### [TASK OBJECTIVE]
Every word in the data below belongs in your copy, exactly as given; the pictures do not.

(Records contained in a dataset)
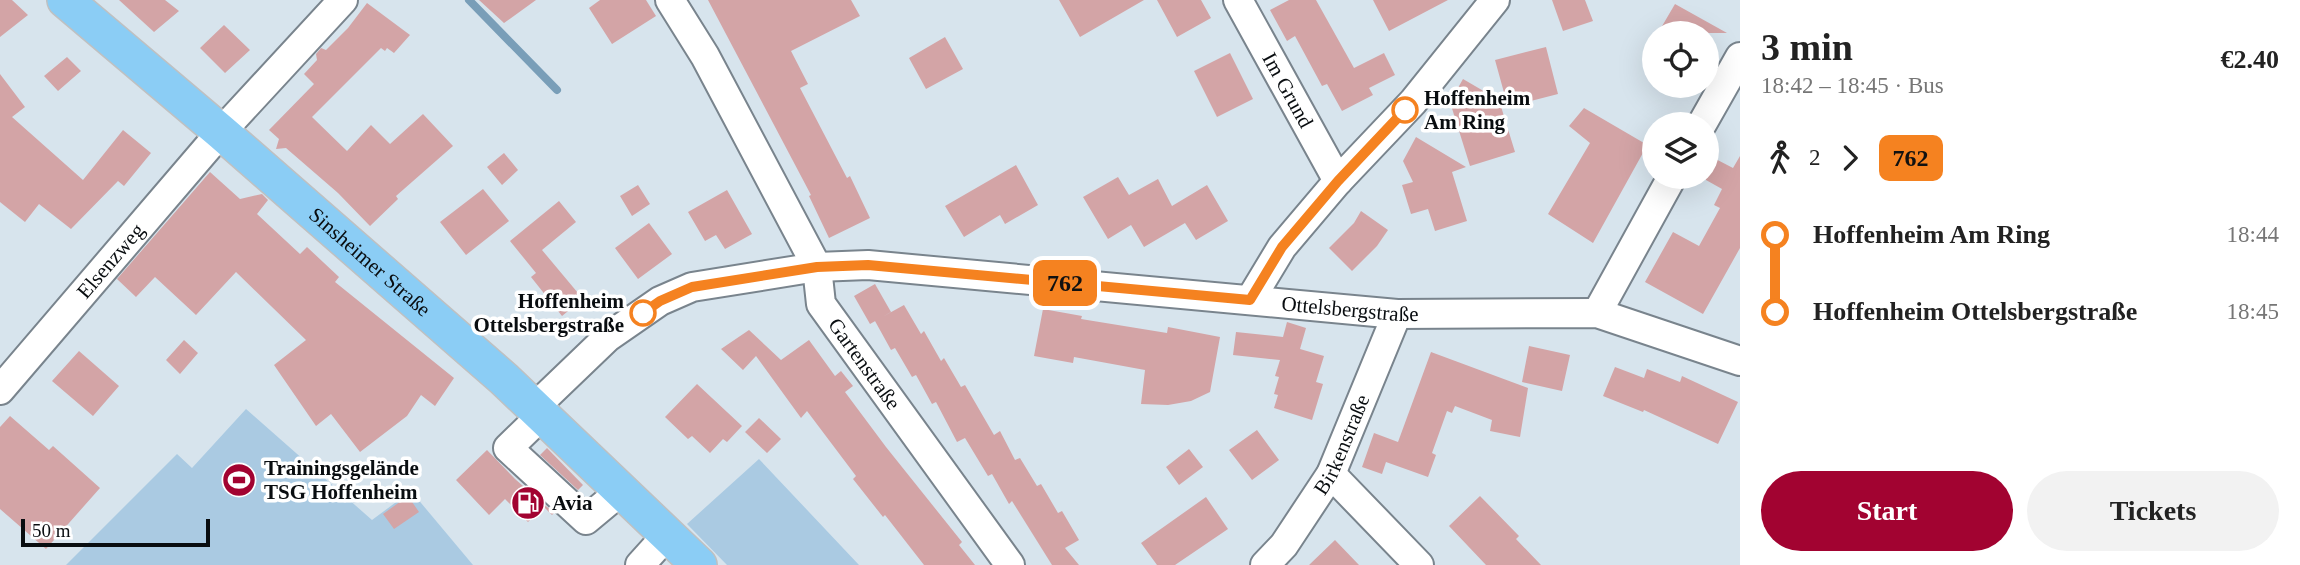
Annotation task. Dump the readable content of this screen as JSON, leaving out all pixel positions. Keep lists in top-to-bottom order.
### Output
{
  "streets": {
    "main road": ["Sinsheimer Straße"],
    "street": [
      "Im Grund",
      "Elsenzweg",
      "Ottelsbergstraße",
      "Gartenstraße",
      "Birkenstraße"
    ]
  },
  "crossings": [
    ["Elsenzweg", "Sinsheimer Straße"],
    ["Sinsheimer Straße", "Ottelsbergstraße"],
    ["Ottelsbergstraße", "Gartenstraße"],
    ["Ottelsbergstraße", "Birkenstraße"]
  ],
  "places": {
    "other": ["Hoffenheim Am Ring", "Hoffenheim Ottelsbergstraße"],
    "sports": ["Trainingsgelände TSG Hoffenheim"],
    "fuel station": ["Avia"]
  },
  "lines": ["bus line 762"],
  "scale_bar": "50 m",
  "page": {
    "on_map": "762",
    "heading": ["3 min", "18:42 – 18:45 · Bus", "€2.40"],
    "legs": ["2", "762"],
    "list": [
      {
        "name": "Hoffenheim Am Ring",
        "value": "18:44"
      },
      {
        "name": "Hoffenheim Ottelsbergstraße",
        "value": "18:45"
      }
    ],
    "buttons": ["Start", "Tickets"],
    "scale": "50 m"
  }
}
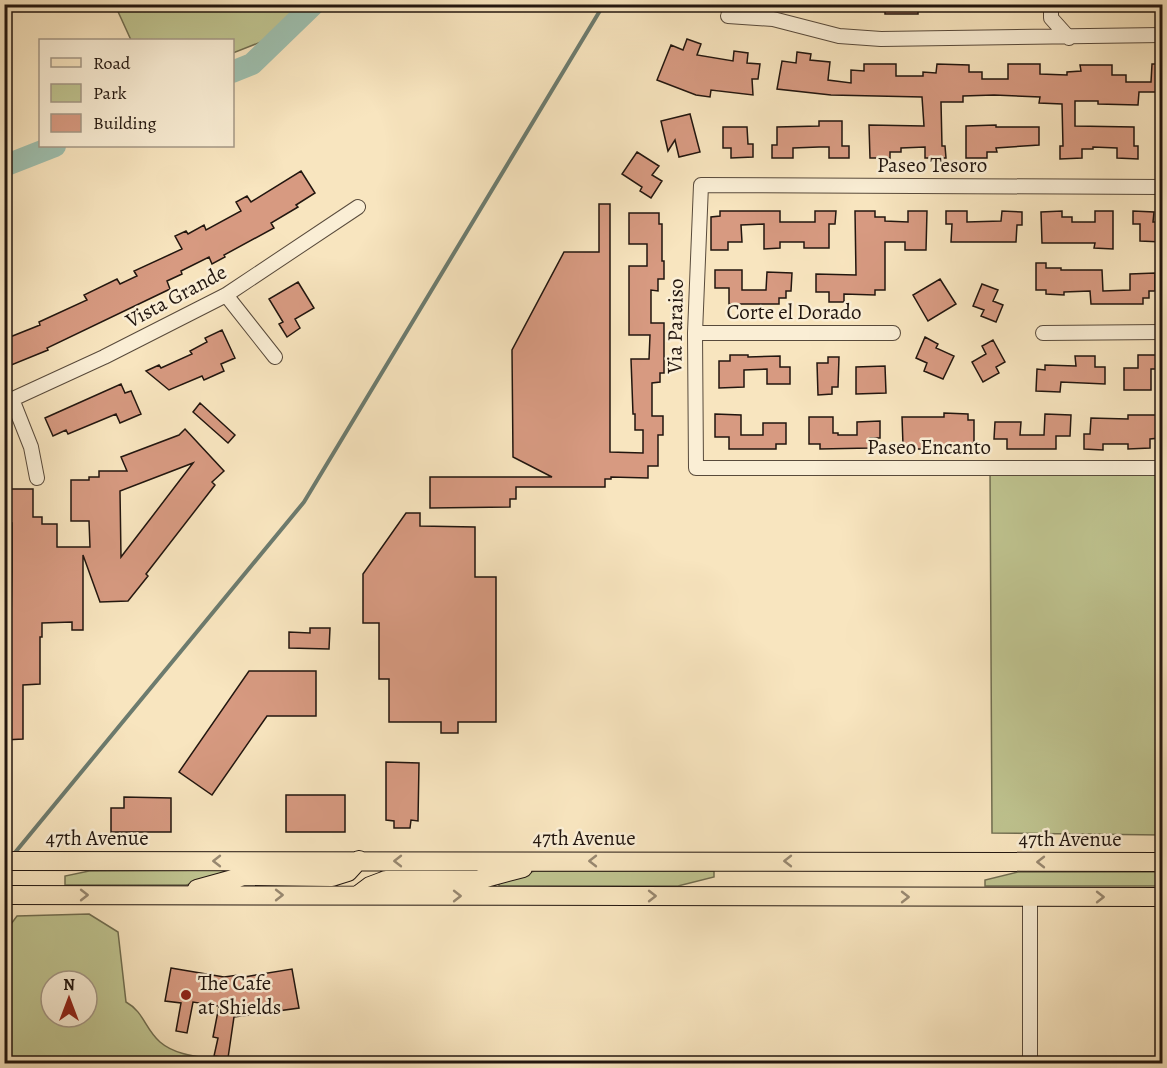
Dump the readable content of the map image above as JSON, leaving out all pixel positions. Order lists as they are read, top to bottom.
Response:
{
  "streets": {
    "main road": ["47th Avenue"],
    "street": [
      "Paseo Tesoro",
      "Vista Grande",
      "Corte el Dorado",
      "Via Paraiso",
      "Paseo Encanto"
    ]
  },
  "crossings": [
    ["Paseo Tesoro", "Via Paraiso"],
    ["Corte el Dorado", "Via Paraiso"],
    ["Via Paraiso", "Paseo Encanto"]
  ],
  "places": ["The Cafe at Shields"],
  "legend": ["Road", "Park", "Building"],
  "north": "top"
}
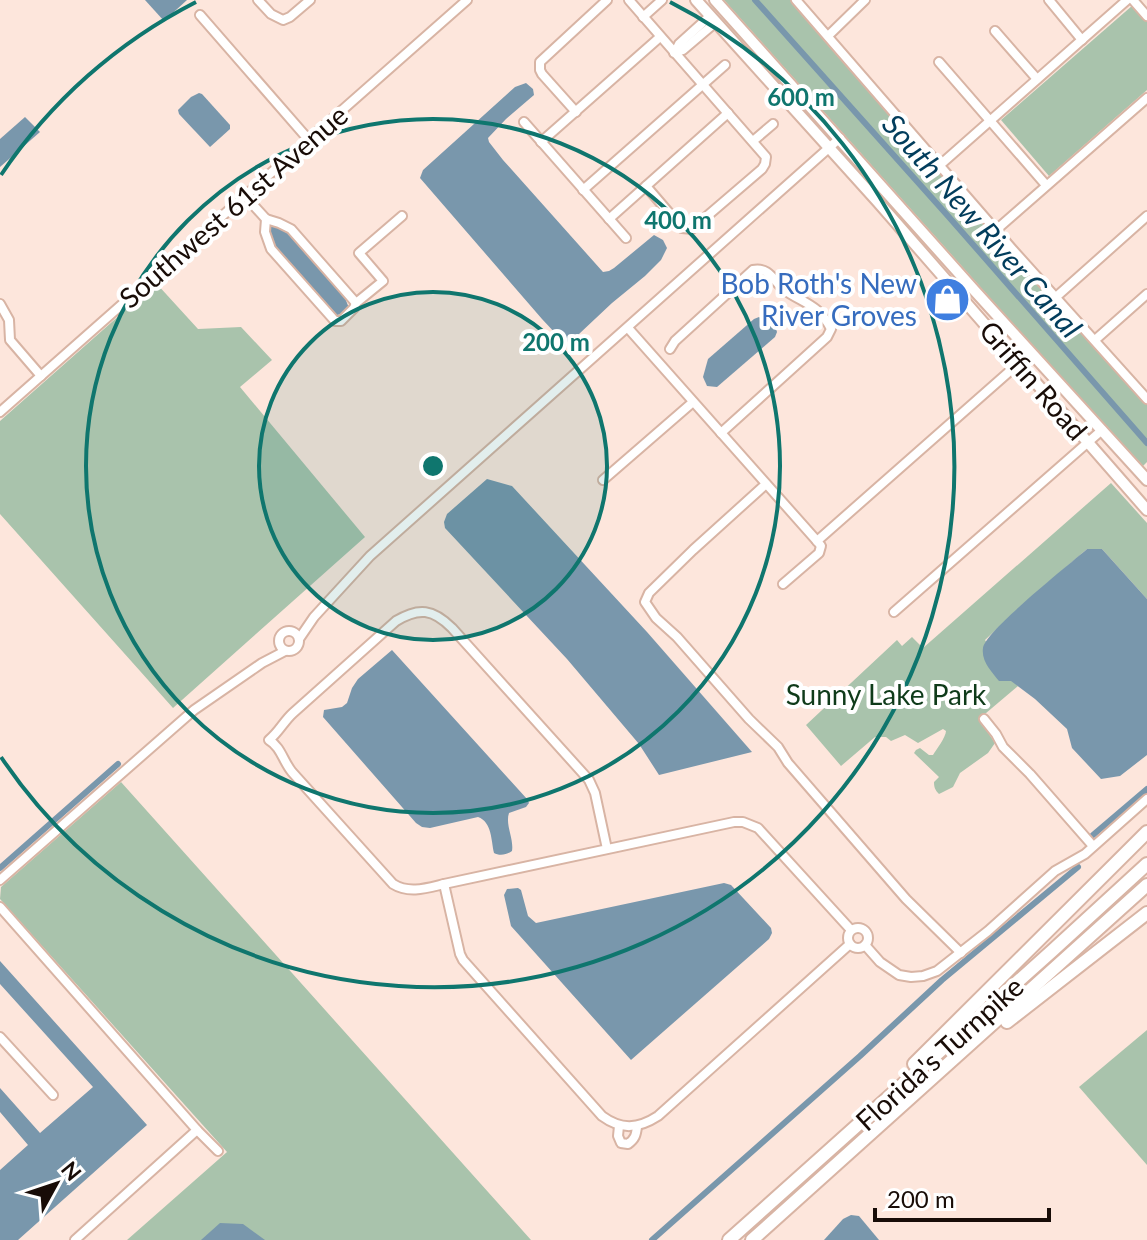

### [YOUR RESPONSE]
Annotation task. Dump the readable content of this screen as JSON, leaving out all pixel positions. Keep lists in top-to-bottom order.
### Output
{
  "streets": {
    "main road": ["Sinsheimer Straße"],
    "street": [
      "Im Grund",
      "Elsenzweg",
      "Ottelsbergstraße",
      "Gartenstraße",
      "Birkenstraße"
    ]
  },
  "crossings": [
    ["Elsenzweg", "Sinsheimer Straße"],
    ["Sinsheimer Straße", "Ottelsbergstraße"],
    ["Ottelsbergstraße", "Gartenstraße"],
    ["Ottelsbergstraße", "Birkenstraße"]
  ],
  "places": {
    "other": ["Hoffenheim Am Ring", "Hoffenheim Ottelsbergstraße"],
    "sports": ["Trainingsgelände TSG Hoffenheim"],
    "fuel station": ["Avia"]
  },
  "lines": ["bus line 762"],
  "scale_bar": "50 m",
  "page": {
    "on_map": "762",
    "heading": ["3 min", "18:42 – 18:45 · Bus", "€2.40"],
    "legs": ["2", "762"],
    "list": [
      {
        "name": "Hoffenheim Am Ring",
        "value": "18:44"
      },
      {
        "name": "Hoffenheim Ottelsbergstraße",
        "value": "18:45"
      }
    ],
    "buttons": ["Start", "Tickets"],
    "scale": "50 m"
  }
}
Dump the readable content of the map image above as JSON, leaving out all pixel positions. Order lists as they are read, top to bottom.
Response:
{
  "streets": {
    "main road": ["47th Avenue"],
    "street": [
      "Paseo Tesoro",
      "Vista Grande",
      "Corte el Dorado",
      "Via Paraiso",
      "Paseo Encanto"
    ]
  },
  "crossings": [
    ["Paseo Tesoro", "Via Paraiso"],
    ["Corte el Dorado", "Via Paraiso"],
    ["Via Paraiso", "Paseo Encanto"]
  ],
  "places": ["The Cafe at Shields"],
  "legend": ["Road", "Park", "Building"],
  "north": "top"
}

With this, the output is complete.